I get to the house, trying my hardest to avoid the people across the road. As usual, I wonder why they even have a house. They spend all their free time sitting on the front veranda watching the world go by. They eat outside with their meals on their lap trays, hang over the fence on either side for chats, while their children, grandchildren, and any other kids they seem to be looking after play happily on the little stretch of grass in front of their house. I don’t know how many live there because they always seem to have people over, but it’s like four generations in one tiny pre-fab house, like something out of a 1940s Harp in the South story. Although they’re doing nothing wrong, everything about them annoys me. So when they wave, I never wave back.

I’ve heard Mia talk to them about me. “She’s going through that adolescent alien stage,” she told them once. “Where she has to pretend she’s something she’s not.”

As opposed to being who she thinks I am, or should be. Maybe another Tara Finke. That’d make me popular.

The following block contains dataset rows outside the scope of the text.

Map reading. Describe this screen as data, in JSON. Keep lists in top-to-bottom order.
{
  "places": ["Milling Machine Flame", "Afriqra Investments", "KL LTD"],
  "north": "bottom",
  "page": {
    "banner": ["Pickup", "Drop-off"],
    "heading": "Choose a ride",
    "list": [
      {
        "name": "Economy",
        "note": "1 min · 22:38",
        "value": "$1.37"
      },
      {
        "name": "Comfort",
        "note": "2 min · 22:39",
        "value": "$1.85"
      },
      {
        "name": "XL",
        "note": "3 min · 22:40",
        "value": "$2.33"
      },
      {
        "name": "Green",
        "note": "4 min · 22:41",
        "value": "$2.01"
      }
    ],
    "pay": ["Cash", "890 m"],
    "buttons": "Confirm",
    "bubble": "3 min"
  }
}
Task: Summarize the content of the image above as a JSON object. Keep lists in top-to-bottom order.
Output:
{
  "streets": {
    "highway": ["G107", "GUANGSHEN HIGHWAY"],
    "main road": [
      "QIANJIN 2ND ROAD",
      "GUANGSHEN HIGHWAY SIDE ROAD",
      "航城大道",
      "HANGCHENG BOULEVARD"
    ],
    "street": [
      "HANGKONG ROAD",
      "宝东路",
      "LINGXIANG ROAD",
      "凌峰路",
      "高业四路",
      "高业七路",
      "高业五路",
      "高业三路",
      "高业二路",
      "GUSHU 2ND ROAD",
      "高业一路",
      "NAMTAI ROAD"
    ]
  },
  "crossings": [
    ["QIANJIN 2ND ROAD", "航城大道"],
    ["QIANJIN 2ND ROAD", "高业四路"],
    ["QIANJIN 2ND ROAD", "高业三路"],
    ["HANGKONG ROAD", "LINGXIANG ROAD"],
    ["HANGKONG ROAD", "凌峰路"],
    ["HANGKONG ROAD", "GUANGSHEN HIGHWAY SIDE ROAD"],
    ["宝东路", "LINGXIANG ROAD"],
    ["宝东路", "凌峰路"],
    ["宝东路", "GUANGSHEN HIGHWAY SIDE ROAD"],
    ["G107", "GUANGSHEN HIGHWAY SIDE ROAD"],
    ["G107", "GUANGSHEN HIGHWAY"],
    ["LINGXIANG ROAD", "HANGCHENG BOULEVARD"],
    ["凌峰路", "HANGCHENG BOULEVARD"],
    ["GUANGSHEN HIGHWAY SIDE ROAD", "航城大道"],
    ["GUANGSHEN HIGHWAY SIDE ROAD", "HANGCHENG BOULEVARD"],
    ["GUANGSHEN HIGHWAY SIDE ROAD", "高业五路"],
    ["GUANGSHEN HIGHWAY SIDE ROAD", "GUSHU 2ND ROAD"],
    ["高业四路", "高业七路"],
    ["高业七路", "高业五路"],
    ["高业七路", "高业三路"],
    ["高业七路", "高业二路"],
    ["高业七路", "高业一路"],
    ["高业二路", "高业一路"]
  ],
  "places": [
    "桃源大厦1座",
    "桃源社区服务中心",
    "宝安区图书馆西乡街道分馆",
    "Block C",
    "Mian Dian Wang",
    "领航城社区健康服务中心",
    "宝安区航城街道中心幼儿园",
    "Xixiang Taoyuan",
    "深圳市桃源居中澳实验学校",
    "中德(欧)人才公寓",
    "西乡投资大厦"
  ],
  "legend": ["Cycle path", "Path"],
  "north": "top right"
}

Today I want them to wave, just to reassure me that everything is normal. But their happiness makes me angry. So I just go inside, praying that Mia is marking assignments, or cooking dinner, or on the phone counseling her friend Freya, the “bastard magnet,” or gossiping with Zia Teresa, or arguing with my dad, or kissing my dad, or reading, or laughing with my cousin Angelina, or sneaking a look at The Bold and the Beautiful.

But God’s not listening.

It’s been six days.

The door’s still closed.

Saving Francesca _6.jpg

chapter 5

THE BASKETBALL GAME draws a lunchtime crowd in the gym. Not just the basket ballers, but most of the girls and half of the guys. The boys’ team is made up of Year Eleven and Twelve boys, and I notice that William Trombal is one of them, but thankfully not Thomas Mackee, who is too busy eating a meat pie illegally in the back row. Once in a while he gives a war cry and meat pie goes everywhere.